Capítulo 4
¡Delenda est Roma!
El navarca volvió a su oficina del edificio Lúcula. Ya le esperaba Mileto, cuya primera impresión de Roma ponía en su rostro un gesto de desencanto.
—Te ruego —le dijo Benasur al regidor— que me procures un coche. Si es necesario, pídele el permiso de tránsito al prefecto Lucio Pisón.
Y después de una pausa:
—¿Qué clase de persona es Cayo Petronio?
—No lo conozco bien. Dicen que es un joven agudo.

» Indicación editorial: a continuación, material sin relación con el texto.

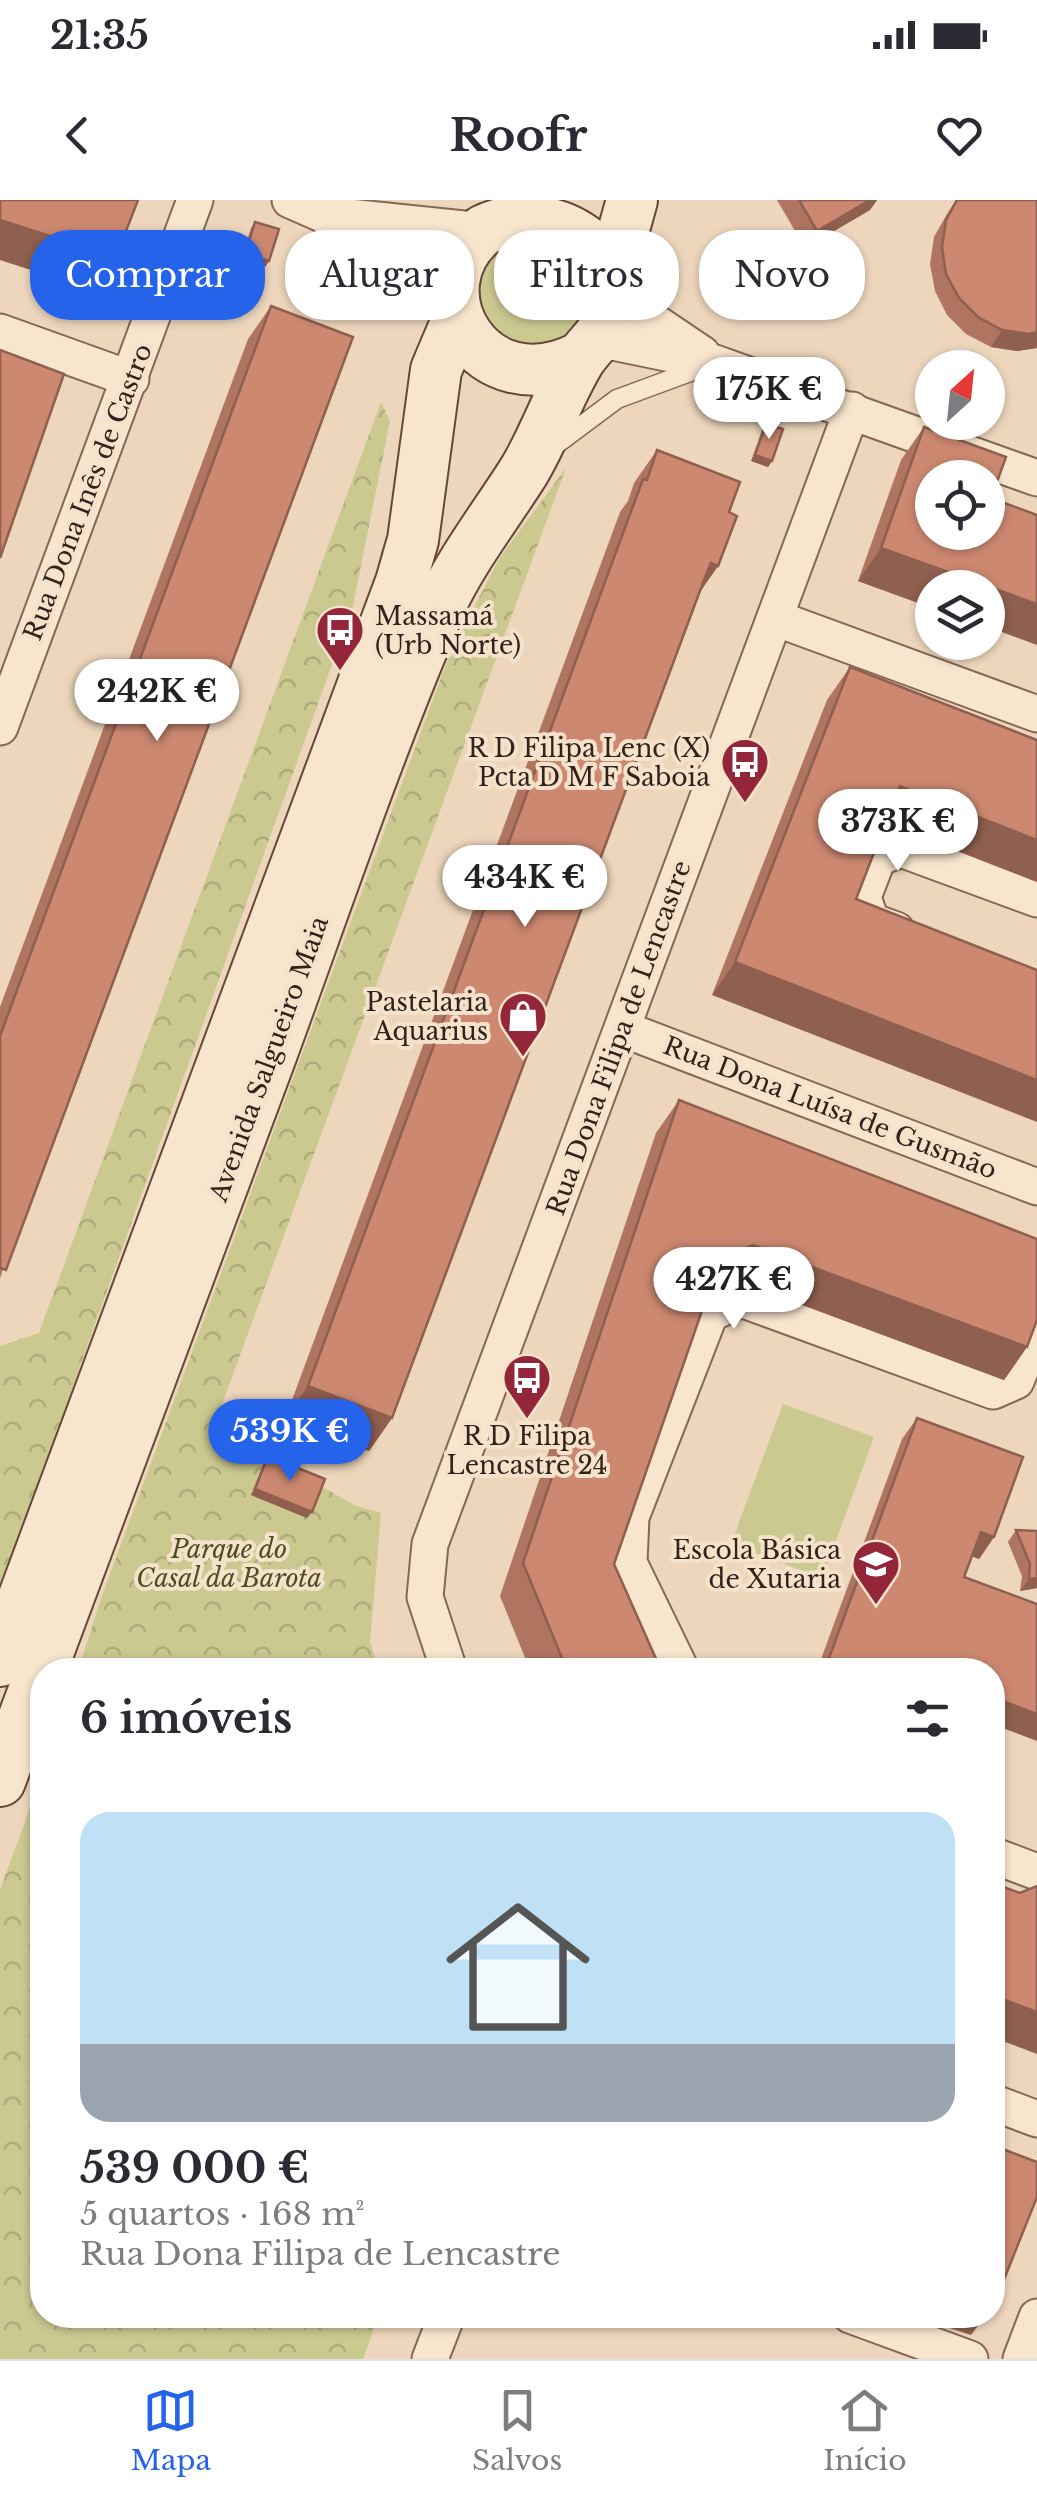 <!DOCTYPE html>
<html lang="pt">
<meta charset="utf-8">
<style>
:root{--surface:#fff;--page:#f2f2f3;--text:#2b2b33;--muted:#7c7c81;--line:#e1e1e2;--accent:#2563eb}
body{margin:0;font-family:"Libre Baskerville",serif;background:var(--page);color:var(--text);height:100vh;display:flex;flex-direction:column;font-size:38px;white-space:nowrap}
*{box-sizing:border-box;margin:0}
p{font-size:32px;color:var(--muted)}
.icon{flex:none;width:55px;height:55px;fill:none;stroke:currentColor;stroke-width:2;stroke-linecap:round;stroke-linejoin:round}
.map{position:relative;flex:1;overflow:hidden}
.sheet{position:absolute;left:30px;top:1458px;width:975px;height:670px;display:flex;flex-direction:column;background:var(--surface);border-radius:40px;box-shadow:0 2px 8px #0004}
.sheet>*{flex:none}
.top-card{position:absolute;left:30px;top:30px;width:978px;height:90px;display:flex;gap:20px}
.needle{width:65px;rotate:27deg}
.controls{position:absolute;left:915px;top:150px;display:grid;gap:20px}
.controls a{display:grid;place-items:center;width:90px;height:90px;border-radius:50%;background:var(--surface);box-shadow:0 2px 8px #0004;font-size:50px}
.price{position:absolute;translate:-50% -85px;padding:0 22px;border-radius:35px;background:#fff;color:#222;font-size:32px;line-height:65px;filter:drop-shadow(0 2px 5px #0008)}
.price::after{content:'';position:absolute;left:50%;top:60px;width:30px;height:22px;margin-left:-15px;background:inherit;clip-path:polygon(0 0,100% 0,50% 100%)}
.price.active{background:var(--accent);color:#fff}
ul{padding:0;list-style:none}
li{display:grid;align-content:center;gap:20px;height:530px;padding:0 50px}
li span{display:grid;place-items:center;height:310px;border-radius:30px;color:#555}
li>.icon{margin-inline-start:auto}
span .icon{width:180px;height:180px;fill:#fffc;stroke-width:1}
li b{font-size:42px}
h2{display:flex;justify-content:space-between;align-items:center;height:120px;padding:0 50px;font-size:42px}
.tag{padding:0 35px;border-radius:40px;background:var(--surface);box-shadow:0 2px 8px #0004;font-size:35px;line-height:90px}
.tag.active{background:var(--accent);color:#fff}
.status{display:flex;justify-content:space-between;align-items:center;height:70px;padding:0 50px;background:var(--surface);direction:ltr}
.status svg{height:28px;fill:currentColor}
header{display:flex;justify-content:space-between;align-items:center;height:130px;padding:0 50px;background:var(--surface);font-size:45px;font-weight:800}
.tab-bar{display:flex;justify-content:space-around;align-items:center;height:140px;border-top:2px solid var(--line);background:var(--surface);font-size:28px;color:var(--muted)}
.tab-bar a{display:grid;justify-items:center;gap:5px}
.tab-bar .active{color:var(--accent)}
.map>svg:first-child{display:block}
.park{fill:url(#park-crowns)}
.garden{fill:#cbc890}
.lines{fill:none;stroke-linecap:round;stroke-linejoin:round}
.lane-casing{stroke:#846756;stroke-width:21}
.street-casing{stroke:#846756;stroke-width:39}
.secondary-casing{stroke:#664839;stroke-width:54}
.lane{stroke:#f8e5ce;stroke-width:18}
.street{stroke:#f8e5ce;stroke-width:35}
.secondary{stroke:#f8e5ce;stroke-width:50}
.wall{fill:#af7561}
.shaded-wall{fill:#8f5f4f}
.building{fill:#cc8871;stroke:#8f5f4f;stroke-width:2.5;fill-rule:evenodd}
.labels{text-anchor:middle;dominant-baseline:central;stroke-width:8;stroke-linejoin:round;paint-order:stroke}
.street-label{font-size:25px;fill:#33221b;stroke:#f5e2cb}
.poi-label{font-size:25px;fill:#33221b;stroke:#f5e2cb;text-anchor:end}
.park-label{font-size:25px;font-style:italic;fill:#4c5021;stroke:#f5e2cb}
</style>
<div class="status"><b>21:35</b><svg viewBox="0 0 49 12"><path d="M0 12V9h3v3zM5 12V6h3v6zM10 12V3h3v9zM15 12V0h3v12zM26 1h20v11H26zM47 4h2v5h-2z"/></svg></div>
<header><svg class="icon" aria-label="back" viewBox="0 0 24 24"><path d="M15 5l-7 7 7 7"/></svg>Roofr<svg class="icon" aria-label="heart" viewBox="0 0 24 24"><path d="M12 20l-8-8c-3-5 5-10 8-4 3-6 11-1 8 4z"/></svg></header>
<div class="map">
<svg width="1037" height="2159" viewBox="0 0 1037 2159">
<defs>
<pattern id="park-crowns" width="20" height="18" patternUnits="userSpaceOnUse" patternTransform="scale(2.5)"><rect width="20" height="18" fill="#cbc890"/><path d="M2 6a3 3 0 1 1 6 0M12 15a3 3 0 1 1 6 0" fill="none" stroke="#afac7c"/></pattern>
</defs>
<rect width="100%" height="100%" fill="#edd6bc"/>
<g class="park">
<polygon points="381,202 390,221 353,406 80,1166 0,1412 0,1146 39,1133"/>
<polygon points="566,268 218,1215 236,1248 321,1286 356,1306 381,1313 370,1442 379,1470 78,1470 103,1393 449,456 499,359"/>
<polygon points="42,1576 42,2115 379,2115 363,2159 0,2159 0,1690"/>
</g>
<g class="garden">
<polygon points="533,30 589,71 589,107 580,124 566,137 550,145 511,143 481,117 475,77 482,58"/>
<polygon points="783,1204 874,1237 822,1378 731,1344"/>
</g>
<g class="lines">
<g class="lane-casing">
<polyline id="lane" points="554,246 617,199 701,168"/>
</g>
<g class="street-casing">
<g id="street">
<polyline points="290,0 322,14 455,103"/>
<polyline points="330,15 483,31"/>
<polyline points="613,94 702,154"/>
<polyline points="0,132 131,179"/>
<polyline points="598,139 715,163 1037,278"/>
<polyline points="775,418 1037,514"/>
<polyline points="0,527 195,0"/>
<polyline points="896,730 871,721 863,697 878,658 901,649 1037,699"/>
<polyline points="623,829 1037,987"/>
<polyline points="449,1470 425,1397 430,1344 852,210"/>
<polyline points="681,1470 629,1363 631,1317 710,1114 741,1099 993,1191 1016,1181 1037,1129"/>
<polyline points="992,1655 1037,1672"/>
<polyline points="992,1902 1037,1919"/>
<polyline points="850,2115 970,2159"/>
<polyline points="430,2159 447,2115"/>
<polyline points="1021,2159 1037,2117"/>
</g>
</g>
<g class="secondary-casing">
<g id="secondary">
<polyline points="611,76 632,0"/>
<polyline points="0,1461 401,382 413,340 436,170 458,118"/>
<path d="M0,1581C90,1341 180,1101 269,861C324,711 375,558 438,411C460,361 495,317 524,271C545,236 558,196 579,161C588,146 602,137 608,120C634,47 546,0 484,30C411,88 480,209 581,157"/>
</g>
</g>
<use href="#lane" class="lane"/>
<use href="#street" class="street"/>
<use href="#secondary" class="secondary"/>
</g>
<g class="wall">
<polygon points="777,0 877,0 870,10 805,48"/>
<polygon points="956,0 1037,0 1037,148 1017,151 991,147 966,134 947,115 935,91 930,64 934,37 947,14"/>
<polygon points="255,22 269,61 265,67 241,60 251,28"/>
<polygon points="271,106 0,1079 0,807 248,139"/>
<polygon points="766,224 772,261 768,267 751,261 762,230"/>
<polygon points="924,227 991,298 932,388 932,408 858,381 901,260"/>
<polygon points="657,250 729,312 718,366 700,392 392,1218 369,1251 285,1219 620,312 628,301 634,283"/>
<polygon points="850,467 1037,682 885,623 712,795 827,500"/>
<polygon points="679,900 1027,1147 1004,1180 730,1078 711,1086 614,1364 661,1470 530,1470 500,1396 656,933"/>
<polygon points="917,1218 994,1337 979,1359 972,1356 964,1377 992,1470 817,1470 902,1239"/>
<polygon points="268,1256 307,1318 251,1295 264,1262"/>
<polygon points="1016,1330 1037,1331 1037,1388 1020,1391 1022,1376 1008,1342"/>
</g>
<g class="shaded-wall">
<polygon points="870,0 877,0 870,10 805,48 817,31"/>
<polygon points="0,20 116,57 93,90 0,60"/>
<polygon points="245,54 269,61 265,67 241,60"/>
<polygon points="1002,130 1037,132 1037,148 1017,151 991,147"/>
<polygon points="755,255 772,261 768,267 751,261"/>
<polygon points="881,348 1037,404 1037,445 988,427 988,388 932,388 932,408 858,381"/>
<polygon points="711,363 718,366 695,399"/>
<polygon points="900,586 1037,640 1037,682 876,619"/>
<polygon points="735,762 1037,880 1037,922 712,795"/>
<polygon points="753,1045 1027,1147 1004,1180 730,1078 697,1092 720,1059"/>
<polygon points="308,1186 392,1218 369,1251 285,1219"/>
<polygon points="255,1289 312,1312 307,1318 251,1295"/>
<polygon points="981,1332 994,1337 979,1359 966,1354"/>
<polygon points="1037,1378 1037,1388 1020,1391 1029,1379"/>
<polygon points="992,1497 1037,1514 1037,1541 992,1524"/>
<polygon points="992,1795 1037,1812 1037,1854 992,1837"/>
<polygon points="910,2115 986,2115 971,2135"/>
</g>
<g class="building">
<polygon points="0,0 138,0 116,57 0,20"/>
<polygon points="799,0 870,0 817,31"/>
<polygon points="957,0 1037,0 1037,132 1029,134 1002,130 978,117 959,98 946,74 942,47 946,20"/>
<polygon points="255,22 279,29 269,61 245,54"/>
<polygon points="271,106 353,137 6,1070 0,1068 0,836"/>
<polygon points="0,150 64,174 0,358"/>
<polygon points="766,224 783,229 772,261 755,255"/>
<path d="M924,227L1006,257L991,298L1037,315V404L881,348ZM932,278H988V332H932Z"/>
<polygon points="657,250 740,282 729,312 737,316 718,366 711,363 704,380 392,1218 308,1186 643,279 647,280"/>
<polygon points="850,467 1037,540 1037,640 900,586 856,699 1037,770 1037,880 735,762"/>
<polygon points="679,900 1037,1039 1037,1120 1027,1147 753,1045 720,1059 614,1364 661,1470 567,1470 523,1363"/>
<polygon points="917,1218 1023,1257 994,1337 981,1332 964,1377 1037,1404 1037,1514 992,1497 992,1470 825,1469"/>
<polygon points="268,1256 325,1279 312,1312 255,1289"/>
<polygon points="1016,1330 1037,1331 1037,1378 1029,1379 1030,1364"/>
<polygon points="992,1683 1020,1693 1037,1686 1037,1812 992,1795"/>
<polygon points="992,1945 1037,1962 1037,1997 995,2102 992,2101"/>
</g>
<defs>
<g id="bus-pin" transform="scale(2.5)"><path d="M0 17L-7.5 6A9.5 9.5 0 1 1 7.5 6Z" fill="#932639" stroke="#f5e2cb"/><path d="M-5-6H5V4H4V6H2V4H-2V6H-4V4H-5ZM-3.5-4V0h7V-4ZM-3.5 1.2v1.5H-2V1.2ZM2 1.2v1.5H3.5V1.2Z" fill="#fff"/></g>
<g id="shop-pin" transform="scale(2.5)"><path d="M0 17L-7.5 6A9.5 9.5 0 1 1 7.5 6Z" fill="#932639" stroke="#f5e2cb"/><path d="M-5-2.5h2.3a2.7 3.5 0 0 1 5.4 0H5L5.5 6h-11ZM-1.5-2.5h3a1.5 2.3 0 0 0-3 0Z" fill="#fff"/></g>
<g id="school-pin" transform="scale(2.5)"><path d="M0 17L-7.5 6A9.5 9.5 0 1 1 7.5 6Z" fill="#932639" stroke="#f5e2cb"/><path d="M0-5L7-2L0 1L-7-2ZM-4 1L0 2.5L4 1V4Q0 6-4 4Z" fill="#fff"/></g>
</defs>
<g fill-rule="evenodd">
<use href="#bus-pin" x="340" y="430"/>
<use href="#bus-pin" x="745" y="562"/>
<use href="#shop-pin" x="523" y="816"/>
<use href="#bus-pin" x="527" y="1178"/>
<use href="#school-pin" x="876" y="1364"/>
</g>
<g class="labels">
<g class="street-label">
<text transform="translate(88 292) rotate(-69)">Rua Dona Inês de Castro</text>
<text transform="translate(619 838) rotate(-70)">Rua Dona Filipa de Lencastre</text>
<text transform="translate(269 859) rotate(-70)">Avenida Salgueiro Maia</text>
<text transform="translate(830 908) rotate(21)">Rua Dona Luísa de Gusmão</text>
</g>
<g class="poi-label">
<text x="375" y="416" text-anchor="start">Massamá<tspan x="375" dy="29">(Urb Norte)</tspan></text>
<text x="710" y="548">R D Filipa Lenc (X)<tspan x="710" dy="29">Pcta D M F Saboia</tspan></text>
<text x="488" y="802">Pastelaria<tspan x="488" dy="29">Aquarius</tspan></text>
<text x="527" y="1236" text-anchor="middle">R D Filipa<tspan x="527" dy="29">Lencastre 24</tspan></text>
<text x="841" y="1350">Escola Básica<tspan x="841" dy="29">de Xutaria</tspan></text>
</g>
<g class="park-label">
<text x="229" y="1349">Parque do<tspan x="229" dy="29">Casal da Barota</tspan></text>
</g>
</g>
</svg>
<div class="controls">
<a><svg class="needle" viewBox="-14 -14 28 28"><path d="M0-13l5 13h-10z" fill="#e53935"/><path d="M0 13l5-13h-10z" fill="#7c7c81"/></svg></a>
<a><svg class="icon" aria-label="locate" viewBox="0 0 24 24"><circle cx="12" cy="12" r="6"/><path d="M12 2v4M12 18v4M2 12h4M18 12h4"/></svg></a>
<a><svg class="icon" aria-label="layers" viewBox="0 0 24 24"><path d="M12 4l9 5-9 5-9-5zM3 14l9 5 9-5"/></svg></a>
</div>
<b class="price" style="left:769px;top:242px">175K €</b>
<b class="price" style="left:157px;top:544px">242K €</b>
<b class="price" style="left:898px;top:674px">373K €</b>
<b class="price" style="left:525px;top:730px">434K €</b>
<b class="price" style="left:734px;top:1132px">427K €</b>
<b class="price active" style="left:290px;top:1284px">539K €</b>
<div class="top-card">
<a class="tag active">Comprar</a>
<a class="tag">Alugar</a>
<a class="tag">Filtros</a>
<a class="tag">Novo</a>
</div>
<section class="sheet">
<h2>6 imóveis<svg class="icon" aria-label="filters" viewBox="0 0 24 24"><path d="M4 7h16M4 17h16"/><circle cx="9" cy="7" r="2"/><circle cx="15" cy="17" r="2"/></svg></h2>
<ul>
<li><span style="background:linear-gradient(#bfe0f5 75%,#9aa5b1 0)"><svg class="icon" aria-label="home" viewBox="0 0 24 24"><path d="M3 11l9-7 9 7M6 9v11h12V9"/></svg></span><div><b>539 000 €</b><p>5 quartos · 168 m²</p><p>Rua Dona Filipa de Lencastre</p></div></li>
</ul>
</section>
</div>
<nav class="tab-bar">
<a class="active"><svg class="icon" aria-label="map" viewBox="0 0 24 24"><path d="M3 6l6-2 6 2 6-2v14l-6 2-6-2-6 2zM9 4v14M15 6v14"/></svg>Mapa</a>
<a><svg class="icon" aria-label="saved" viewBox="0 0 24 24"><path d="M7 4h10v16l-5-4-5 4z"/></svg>Salvos</a>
<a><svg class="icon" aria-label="home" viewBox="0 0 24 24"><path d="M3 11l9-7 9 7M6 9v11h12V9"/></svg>Início</a>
</nav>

Pertenece a una familia patricia… ¿Situación económica?
—Sé que no es muy desahogada. ¿Cuenta con influencia en el Palatino?
—No creo. Es de esos aristócratas de vieja tradición republicana que murmuran y se escandalizan del Imperio. No me extrañaría nada que en su casa reverenciase el retrato de Bruto.
Como las simpatías políticas de Vico no le interesaban, Benasur cambió de tema pidiéndole que llamase al mejor calígrafo de la oficina, al que dictó la misma carta para varios senadores amigos, anunciándoles su visita.
Después, dirigiéndose a Cayo Vico, le preguntó:
—¿Qué comedor nos recomiendas?
—El mejor de Roma es Casa Mario…
—Acabo de venir de allá… Cayo Vico titubeó:
—Otro recomendable está lejos, al final del Campo de Marte: Makrónidas. Pero si tú no te opones. Cayo Vico sería feliz de que lo acompañarais a la mesa para el prandium. Benasur le dijo a Mileto:
—Al mediodía, Roma se queda desierta. No encuentras en la calle un alma. Es inútil que llames a una puerta; no te responderán. Por tanto, si no quieres desfallecer de hambre o de cansancio, debemos aceptar la hospitalidad que nos brinda Cayo Vico.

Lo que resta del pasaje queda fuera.